>>>>>

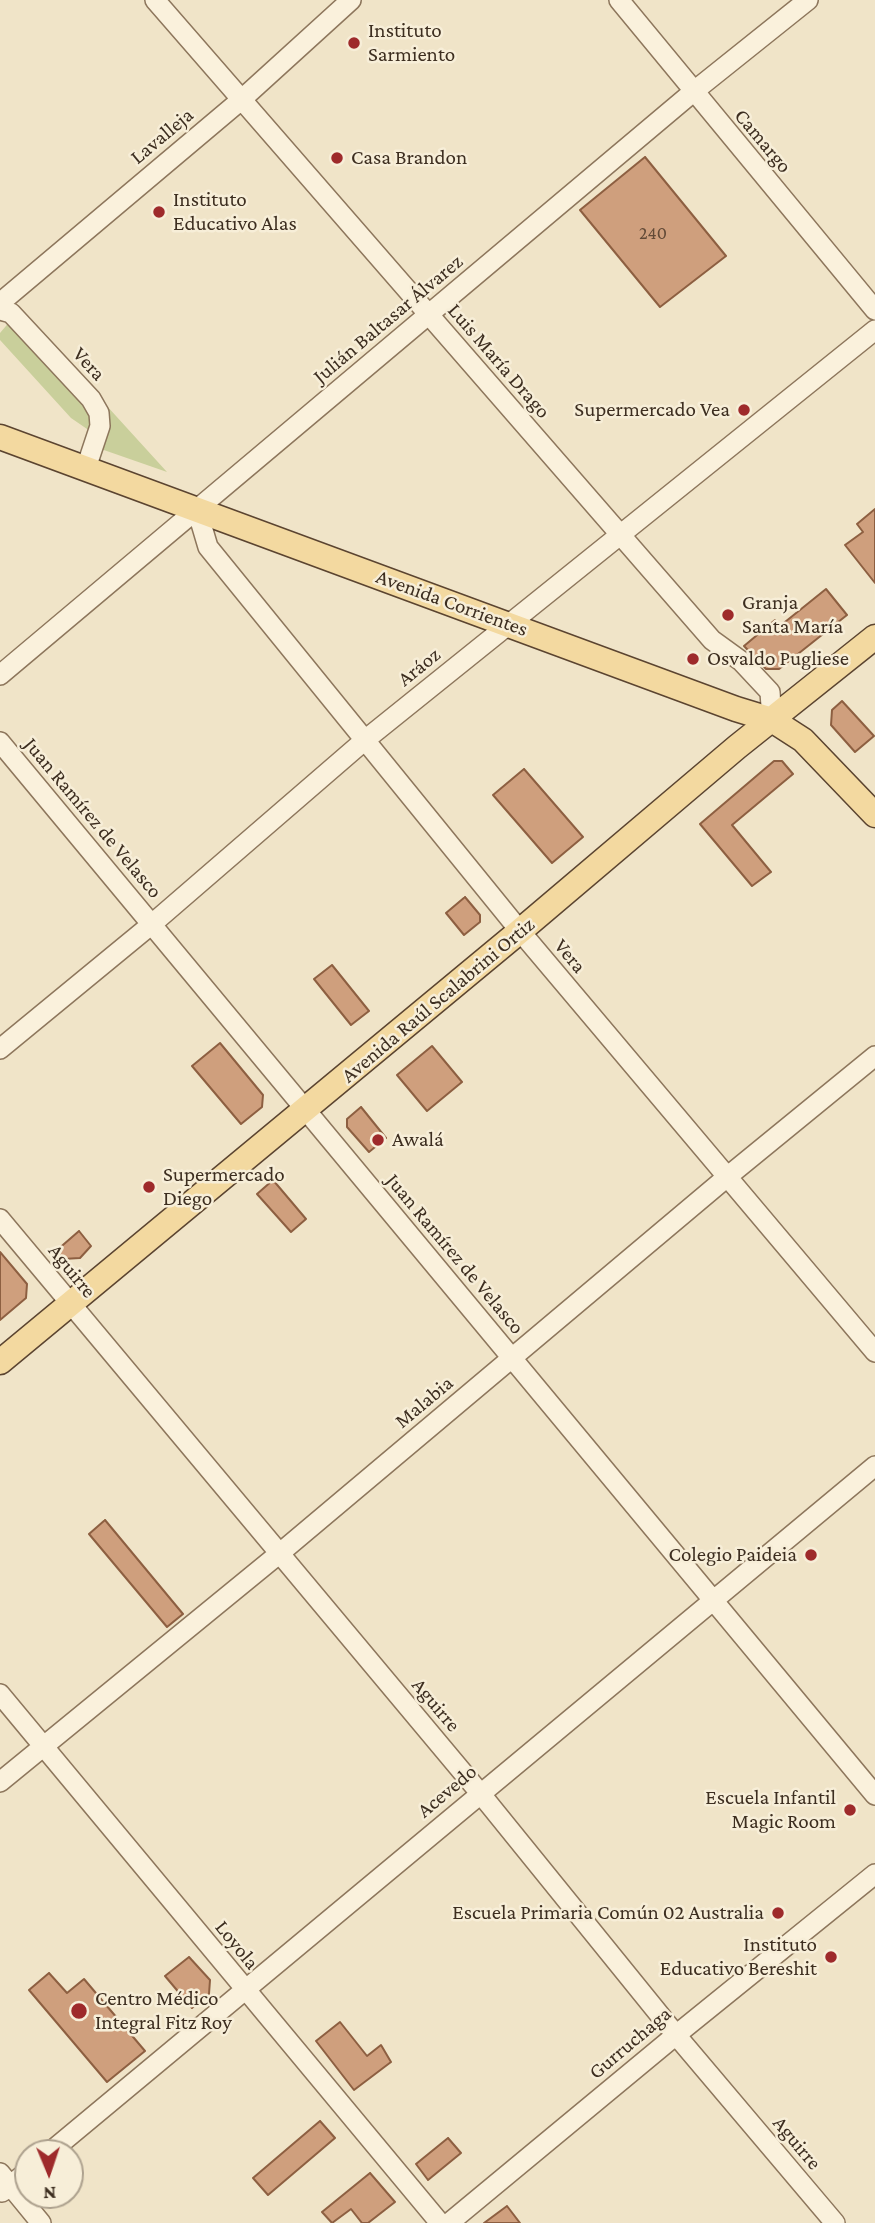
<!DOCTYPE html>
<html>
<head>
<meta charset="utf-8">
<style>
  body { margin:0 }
  #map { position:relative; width:875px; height:2223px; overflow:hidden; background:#f0e4c8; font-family:"Crimson Pro",serif }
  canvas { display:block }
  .north { position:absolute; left:14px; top:2139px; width:70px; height:70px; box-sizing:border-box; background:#f7eed8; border:2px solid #ada18e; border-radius:50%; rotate:178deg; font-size:19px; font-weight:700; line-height:28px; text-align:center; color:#3d2e20 }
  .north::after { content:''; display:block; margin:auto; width:24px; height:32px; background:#9e2a2b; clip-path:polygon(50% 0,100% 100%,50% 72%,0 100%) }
</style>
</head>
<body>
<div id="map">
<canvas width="875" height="2223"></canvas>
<div class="north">N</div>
</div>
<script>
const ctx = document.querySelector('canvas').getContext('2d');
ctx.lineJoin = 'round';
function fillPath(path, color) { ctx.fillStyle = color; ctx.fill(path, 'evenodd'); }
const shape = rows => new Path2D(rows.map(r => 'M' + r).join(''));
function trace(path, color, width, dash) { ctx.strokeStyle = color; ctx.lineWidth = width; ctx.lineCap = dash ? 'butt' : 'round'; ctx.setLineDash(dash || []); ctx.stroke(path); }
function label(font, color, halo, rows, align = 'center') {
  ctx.font = font + ' "Crimson Pro",serif'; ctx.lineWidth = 5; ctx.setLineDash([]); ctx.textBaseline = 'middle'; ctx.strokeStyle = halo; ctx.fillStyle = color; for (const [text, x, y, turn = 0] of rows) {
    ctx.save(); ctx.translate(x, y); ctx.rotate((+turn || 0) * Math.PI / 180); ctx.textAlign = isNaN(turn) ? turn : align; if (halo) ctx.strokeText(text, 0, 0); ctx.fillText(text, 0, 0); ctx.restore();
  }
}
fillPath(shape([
  [11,320,83,397,93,421,90,431,71,418,0,340,0,333],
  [106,405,167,472,101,449]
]), '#c9cf9b');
const building = shape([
  [645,157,726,256,660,307,580,210,645,157],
  [875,509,875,583,845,545,863,532,857,524,875,509],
  [826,589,847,615,779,669,766,669,744,646,775,620,780,626,826,589],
  [842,701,874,736,855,752,831,725,832,710,842,701],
  [774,761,782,761,793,774,732,825,771,872,752,886,700,824,774,761],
  [524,769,583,837,552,863,493,795,524,769],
  [465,897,480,915,480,922,464,935,446,913,465,897],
  [332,965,369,1011,351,1025,314,979,332,965],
  [220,1043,263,1095,262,1107,241,1124,192,1066,220,1043],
  [432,1046,462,1082,427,1111,397,1075,432,1046],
  [361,1107,386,1138,369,1152,347,1127,347,1119,361,1107],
  [273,1180,306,1219,291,1232,257,1194,273,1180],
  [79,1231,91,1246,80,1258,63,1259,56,1251,79,1231],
  [0,1252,27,1284,26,1298,0,1320,0,1252],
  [105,1520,183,1614,167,1627,89,1534,105,1520],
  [189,1957,210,1980,209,1994,192,2008,165,1976,189,1957],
  [49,1973,67,1993,84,1979,145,2051,107,2082,29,1990,49,1973],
  [340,2022,367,2056,381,2045,391,2062,354,2090,316,2041,340,2022],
  [320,2121,335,2138,268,2195,253,2178,320,2121],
  [448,2138,461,2153,428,2180,416,2164,448,2138],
  [370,2173,395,2202,368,2223,362,2223,351,2209,332,2223,322,2212,370,2173],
  [507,2206,520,2223,484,2223,507,2206]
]);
fillPath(building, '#cf9f7d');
trace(building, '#8d5f41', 2);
const minor = shape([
  [155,0,712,640,741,661,770,692,772,720],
  [619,0,875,310],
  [0,303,241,100,351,0],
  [0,310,11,313,91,399,99,413,100,426,86,468],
  [197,510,208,547,520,931,875,1352],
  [0,675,693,92,808,0],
  [0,742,875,1795],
  [0,1049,152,924,365,740,875,330],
  [0,1219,480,1793,676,2035,835,2223],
  [0,1694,440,2223],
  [0,1782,280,1553,727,1177,875,1056],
  [49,2153,875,1466],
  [0,2173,41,2223],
  [2,2192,28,2171],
  [449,2223,676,2035,875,1874]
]);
const major = shape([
  [0,437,736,709,772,720,803,740,875,815],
  [0,1362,520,931,737,747,875,637]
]);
trace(minor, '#8d765c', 22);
trace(major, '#5b4430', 27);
trace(minor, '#faf1dc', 19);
trace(major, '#f3d9a0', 24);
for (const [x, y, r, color] of [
  [354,43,7,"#9e2a2b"],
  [337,158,7,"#9e2a2b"],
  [159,212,7,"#9e2a2b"],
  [744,410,7,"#9e2a2b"],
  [728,615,7,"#9e2a2b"],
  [693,659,7,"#9e2a2b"],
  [378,1140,7,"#9e2a2b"],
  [149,1187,7,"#9e2a2b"],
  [811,1555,7,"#9e2a2b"],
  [850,1810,7,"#9e2a2b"],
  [778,1913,7,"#9e2a2b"],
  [831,1957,7,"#9e2a2b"],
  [79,2011,9,"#9e2a2b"]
]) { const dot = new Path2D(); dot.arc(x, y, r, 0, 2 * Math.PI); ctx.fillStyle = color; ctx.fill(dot); trace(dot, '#f7eed8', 2.5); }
label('18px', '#624a37', null, [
  ["240",653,233]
]);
label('21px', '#3d2e20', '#f7eed8', [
  ["Instituto",368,31],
  ["Sarmiento",368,55],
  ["Casa Brandon",351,158],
  ["Instituto",173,200],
  ["Educativo Alas",173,224],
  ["Supermercado Vea",730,410,"right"],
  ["Granja",742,603],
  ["Santa María",742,627],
  ["Osvaldo Pugliese",707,659],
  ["Awalá",392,1140],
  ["Supermercado",163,1175],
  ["Diego",163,1199],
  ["Colegio Paideia",797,1555,"right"],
  ["Escuela Infantil",836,1798,"right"],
  ["Magic Room",836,1822,"right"],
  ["Escuela Primaria Común 02 Australia",764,1913,"right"],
  ["Instituto",817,1945,"right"],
  ["Educativo Bereshit",817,1969,"right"],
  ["Centro Médico",95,1999],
  ["Integral Fitz Roy",95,2023]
], 'left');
label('21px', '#3d2e20', '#f7eed8', [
  ["Lavalleja",162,136,-40],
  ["Camargo",763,141,50],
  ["Julián Baltasar Álvarez",388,319,-40],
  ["Luis María Drago",499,361,49],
  ["Vera",89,364,47],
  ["Avenida Corrientes",452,603,20],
  ["Aráoz",419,667,-39],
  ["Juan Ramírez de Velasco",93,818,50],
  ["Vera",570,956,50],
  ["Avenida Raúl Scalabrini Ortiz",438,1000,-40],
  ["Juan Ramírez de Velasco",455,1254,50],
  ["Aguirre",72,1271,51],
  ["Malabia",424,1402,-40],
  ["Aguirre",436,1705,50],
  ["Acevedo",447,1791,-40],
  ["Loyola",237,1945,51],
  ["Gurruchaga",630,2043,-40],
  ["Aguirre",797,2143,50]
]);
</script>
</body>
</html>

<<<<<

Among the entries above, find the line with "function fillPath(path, color)" and the line with "[106,405,167,472,101,449]"; give again exactly these two lines and all lines between them.

• [Response for this exercise]:
function fillPath(path, color) { ctx.fillStyle = color; ctx.fill(path, 'evenodd'); }
const shape = rows => new Path2D(rows.map(r => 'M' + r).join(''));
function trace(path, color, width, dash) { ctx.strokeStyle = color; ctx.lineWidth = width; ctx.lineCap = dash ? 'butt' : 'round'; ctx.setLineDash(dash || []); ctx.stroke(path); }
function label(font, color, halo, rows, align = 'center') {
  ctx.font = font + ' "Crimson Pro",serif'; ctx.lineWidth = 5; ctx.setLineDash([]); ctx.textBaseline = 'middle'; ctx.strokeStyle = halo; ctx.fillStyle = color; for (const [text, x, y, turn = 0] of rows) {
    ctx.save(); ctx.translate(x, y); ctx.rotate((+turn || 0) * Math.PI / 180); ctx.textAlign = isNaN(turn) ? turn : align; if (halo) ctx.strokeText(text, 0, 0); ctx.fillText(text, 0, 0); ctx.restore();
  }
}
fillPath(shape([
  [11,320,83,397,93,421,90,431,71,418,0,340,0,333],
  [106,405,167,472,101,449]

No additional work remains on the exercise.